To the left is my beautifully wild and spirited cat, Beethoven. Her name is all the explanation she needs :)
Somehow this piece was saved from the loss of my laptop. I emailed myself a lot of my work and saved some writings on my parents computer. I wrote this extremely unfinished short piece in August of 2007. It's one of those pieces where I am not sure where it's going, but I know and remember what I was feeling and I tried to best illustrate that through writing. It's not very mature, or polished because this is the first time I am seeing it since I wrote. Perhaps some day I will go back and re-exam but I like keeping them the way they are. It shows more of the character that was me when I wrote it, and that's why it's special to me. Whether is actually good or not, it has some personality.

I hope you enjoy:

She slid her hands ever so gently across the white crimson petals so as to not break the fragile beauties. The bees floated along the honeysuckles like clouds float in the skies, except there intentions are greedy, not as clouds are, which are to provide imaginative creatures, shapes and sometimes protection from the sun, she thought. She watched the wind create ripples in the grass, moving as such do waves. The grass was long and hair-like, except pointing in the opposite direction. She often thought about standing on her head, if she could, so that the grass was right side up-but the effort was too grave. She also thought about braiding a few strands of the grass but voted against it-she didn’t like disturbing the winds mean for play.

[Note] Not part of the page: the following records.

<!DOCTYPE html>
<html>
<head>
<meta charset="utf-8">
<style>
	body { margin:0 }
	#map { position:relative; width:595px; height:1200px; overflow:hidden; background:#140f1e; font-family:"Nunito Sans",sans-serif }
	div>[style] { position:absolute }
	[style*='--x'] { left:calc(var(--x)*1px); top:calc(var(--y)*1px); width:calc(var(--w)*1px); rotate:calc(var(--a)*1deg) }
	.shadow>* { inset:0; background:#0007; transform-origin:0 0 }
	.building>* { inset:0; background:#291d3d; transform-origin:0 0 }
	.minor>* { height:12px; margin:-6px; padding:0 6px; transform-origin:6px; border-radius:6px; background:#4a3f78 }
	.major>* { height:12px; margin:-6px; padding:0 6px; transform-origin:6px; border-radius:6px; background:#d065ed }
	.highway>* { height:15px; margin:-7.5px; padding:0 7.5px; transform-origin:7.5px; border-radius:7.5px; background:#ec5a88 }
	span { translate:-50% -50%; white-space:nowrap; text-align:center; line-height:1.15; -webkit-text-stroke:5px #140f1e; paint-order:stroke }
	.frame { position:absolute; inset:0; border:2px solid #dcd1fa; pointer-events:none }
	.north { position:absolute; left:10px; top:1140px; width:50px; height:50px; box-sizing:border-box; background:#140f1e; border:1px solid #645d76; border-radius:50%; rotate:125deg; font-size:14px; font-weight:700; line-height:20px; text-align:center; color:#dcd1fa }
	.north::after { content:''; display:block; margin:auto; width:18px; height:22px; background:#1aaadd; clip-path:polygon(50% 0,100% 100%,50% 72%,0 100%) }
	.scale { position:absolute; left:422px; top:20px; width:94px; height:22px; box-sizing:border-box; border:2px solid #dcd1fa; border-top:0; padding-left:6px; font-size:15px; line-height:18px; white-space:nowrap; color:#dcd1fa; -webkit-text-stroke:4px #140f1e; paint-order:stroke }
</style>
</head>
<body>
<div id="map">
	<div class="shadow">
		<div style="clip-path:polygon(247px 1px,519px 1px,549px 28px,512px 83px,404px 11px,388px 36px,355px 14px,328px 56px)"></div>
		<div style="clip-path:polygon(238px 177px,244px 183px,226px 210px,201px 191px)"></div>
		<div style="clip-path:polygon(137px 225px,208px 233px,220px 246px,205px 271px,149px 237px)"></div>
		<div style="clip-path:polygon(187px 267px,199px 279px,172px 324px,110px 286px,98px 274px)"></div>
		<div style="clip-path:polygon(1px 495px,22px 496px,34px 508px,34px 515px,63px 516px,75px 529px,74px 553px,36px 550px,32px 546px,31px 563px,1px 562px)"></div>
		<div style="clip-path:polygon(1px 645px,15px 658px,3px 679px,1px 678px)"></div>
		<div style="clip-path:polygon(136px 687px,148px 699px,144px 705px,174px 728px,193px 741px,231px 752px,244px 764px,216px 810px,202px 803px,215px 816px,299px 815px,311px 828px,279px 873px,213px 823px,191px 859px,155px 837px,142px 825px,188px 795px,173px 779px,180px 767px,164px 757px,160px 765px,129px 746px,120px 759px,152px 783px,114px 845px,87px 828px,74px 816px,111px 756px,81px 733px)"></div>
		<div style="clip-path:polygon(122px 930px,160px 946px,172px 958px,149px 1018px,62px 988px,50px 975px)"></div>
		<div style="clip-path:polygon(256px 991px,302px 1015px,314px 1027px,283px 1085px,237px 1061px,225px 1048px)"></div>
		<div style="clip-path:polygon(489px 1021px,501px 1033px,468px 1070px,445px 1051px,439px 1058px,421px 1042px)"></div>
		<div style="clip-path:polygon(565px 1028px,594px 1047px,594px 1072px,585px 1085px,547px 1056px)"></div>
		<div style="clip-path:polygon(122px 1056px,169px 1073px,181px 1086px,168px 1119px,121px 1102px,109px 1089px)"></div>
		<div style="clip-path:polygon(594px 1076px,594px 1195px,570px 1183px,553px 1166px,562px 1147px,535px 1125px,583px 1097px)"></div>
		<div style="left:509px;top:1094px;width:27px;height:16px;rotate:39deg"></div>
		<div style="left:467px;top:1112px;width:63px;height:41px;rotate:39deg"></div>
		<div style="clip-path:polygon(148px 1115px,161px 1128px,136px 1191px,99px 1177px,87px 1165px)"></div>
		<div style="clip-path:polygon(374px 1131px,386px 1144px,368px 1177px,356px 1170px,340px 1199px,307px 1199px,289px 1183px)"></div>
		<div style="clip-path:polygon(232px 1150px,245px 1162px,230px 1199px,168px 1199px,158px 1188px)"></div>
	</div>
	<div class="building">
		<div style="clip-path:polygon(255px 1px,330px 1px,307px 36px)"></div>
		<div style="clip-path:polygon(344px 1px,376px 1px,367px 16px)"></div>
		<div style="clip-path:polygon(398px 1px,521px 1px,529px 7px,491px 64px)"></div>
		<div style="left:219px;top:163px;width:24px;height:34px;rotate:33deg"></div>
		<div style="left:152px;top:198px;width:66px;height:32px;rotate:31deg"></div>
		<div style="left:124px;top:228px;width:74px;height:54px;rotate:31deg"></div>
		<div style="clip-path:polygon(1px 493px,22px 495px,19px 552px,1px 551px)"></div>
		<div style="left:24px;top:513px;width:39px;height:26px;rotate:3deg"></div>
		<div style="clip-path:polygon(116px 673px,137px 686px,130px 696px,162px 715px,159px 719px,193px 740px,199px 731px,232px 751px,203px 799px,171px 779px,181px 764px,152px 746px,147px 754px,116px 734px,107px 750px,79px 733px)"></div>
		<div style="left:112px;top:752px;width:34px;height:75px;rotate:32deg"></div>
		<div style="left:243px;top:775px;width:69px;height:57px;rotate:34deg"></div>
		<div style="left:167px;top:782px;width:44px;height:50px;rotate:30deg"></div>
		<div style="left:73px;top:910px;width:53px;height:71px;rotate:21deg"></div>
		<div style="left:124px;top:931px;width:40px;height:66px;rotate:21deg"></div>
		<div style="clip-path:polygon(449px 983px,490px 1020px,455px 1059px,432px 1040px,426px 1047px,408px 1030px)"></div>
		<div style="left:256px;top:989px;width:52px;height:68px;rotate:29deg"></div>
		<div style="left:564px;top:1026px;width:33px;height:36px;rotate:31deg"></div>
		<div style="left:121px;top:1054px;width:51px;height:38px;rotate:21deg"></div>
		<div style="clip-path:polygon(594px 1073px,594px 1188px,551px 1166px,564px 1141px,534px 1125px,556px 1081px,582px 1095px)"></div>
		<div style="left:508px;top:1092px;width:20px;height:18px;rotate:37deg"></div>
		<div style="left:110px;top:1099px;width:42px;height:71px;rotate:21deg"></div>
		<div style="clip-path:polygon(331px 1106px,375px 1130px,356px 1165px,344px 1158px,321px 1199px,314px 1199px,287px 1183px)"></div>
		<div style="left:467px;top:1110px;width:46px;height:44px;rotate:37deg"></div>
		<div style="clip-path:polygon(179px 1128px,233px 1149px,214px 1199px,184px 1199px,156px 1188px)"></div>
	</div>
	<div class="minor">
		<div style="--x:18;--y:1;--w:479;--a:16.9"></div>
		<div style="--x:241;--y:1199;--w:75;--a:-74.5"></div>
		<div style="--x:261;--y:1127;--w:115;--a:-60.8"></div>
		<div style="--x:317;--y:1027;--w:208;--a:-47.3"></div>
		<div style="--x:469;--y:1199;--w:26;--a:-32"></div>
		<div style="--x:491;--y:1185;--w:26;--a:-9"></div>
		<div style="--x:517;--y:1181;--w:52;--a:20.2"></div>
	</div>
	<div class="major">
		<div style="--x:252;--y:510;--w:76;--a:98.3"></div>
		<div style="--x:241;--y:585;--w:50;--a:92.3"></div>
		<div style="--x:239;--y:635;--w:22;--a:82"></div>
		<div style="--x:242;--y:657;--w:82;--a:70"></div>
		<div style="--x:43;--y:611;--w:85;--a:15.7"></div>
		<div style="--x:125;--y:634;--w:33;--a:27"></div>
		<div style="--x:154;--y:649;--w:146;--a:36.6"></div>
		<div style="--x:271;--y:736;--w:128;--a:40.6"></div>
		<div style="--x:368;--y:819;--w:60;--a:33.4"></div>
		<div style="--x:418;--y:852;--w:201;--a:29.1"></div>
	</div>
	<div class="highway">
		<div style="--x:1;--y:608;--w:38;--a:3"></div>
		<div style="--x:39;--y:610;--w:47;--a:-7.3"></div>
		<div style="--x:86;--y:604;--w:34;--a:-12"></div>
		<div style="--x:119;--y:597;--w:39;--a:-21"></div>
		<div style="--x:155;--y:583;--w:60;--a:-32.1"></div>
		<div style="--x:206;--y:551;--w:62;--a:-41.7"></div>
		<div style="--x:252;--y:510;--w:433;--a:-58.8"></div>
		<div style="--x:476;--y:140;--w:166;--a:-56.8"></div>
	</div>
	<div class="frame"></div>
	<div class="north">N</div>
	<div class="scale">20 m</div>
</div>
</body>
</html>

The trees stood tall and mighty like giants with kind faces. Most of the trees had long string-like branches with small leaves falling softly above her head, she liked to think of it as the trees way of saying hello. These trees provided shade and sometimes donated there long string-like branches with leaves attached for her to play with. She liked to pretend she was a warrior, hunting through the wilderness or she would use the branches for jewelry to keep the tree, her protector, with her always. In the end, she always gave it back, the branch, she didn’t like to keep. After all, the branches weren’t hers to begin with, the tree was merely sharing.
Under the tree she would stare aimlessly at the ants. They marched one by one, one after the other all over the roots of the trees, one tree in particular actually. She always wondered why. Just like she always wondered why no one else came to this spot. She was particularly glad of it, but was a bit saddened that it was neglected from time to time when she could not make her regular visit. Reality summoned her often and seemed very demanding of her.
The ants followed each other robotically, as if some being controlled their every move. When one ant distorted the line, the others would attack it, punishing it and ultimately killing it. She didn’t like watching this part, though she couldn’t help but watch the murderous act. She felt obligated to feel pity for the ants whom died in vain.
Most times she felt robotic, which was exactly why she came to this spot so often: to dream, to wonder, to explore.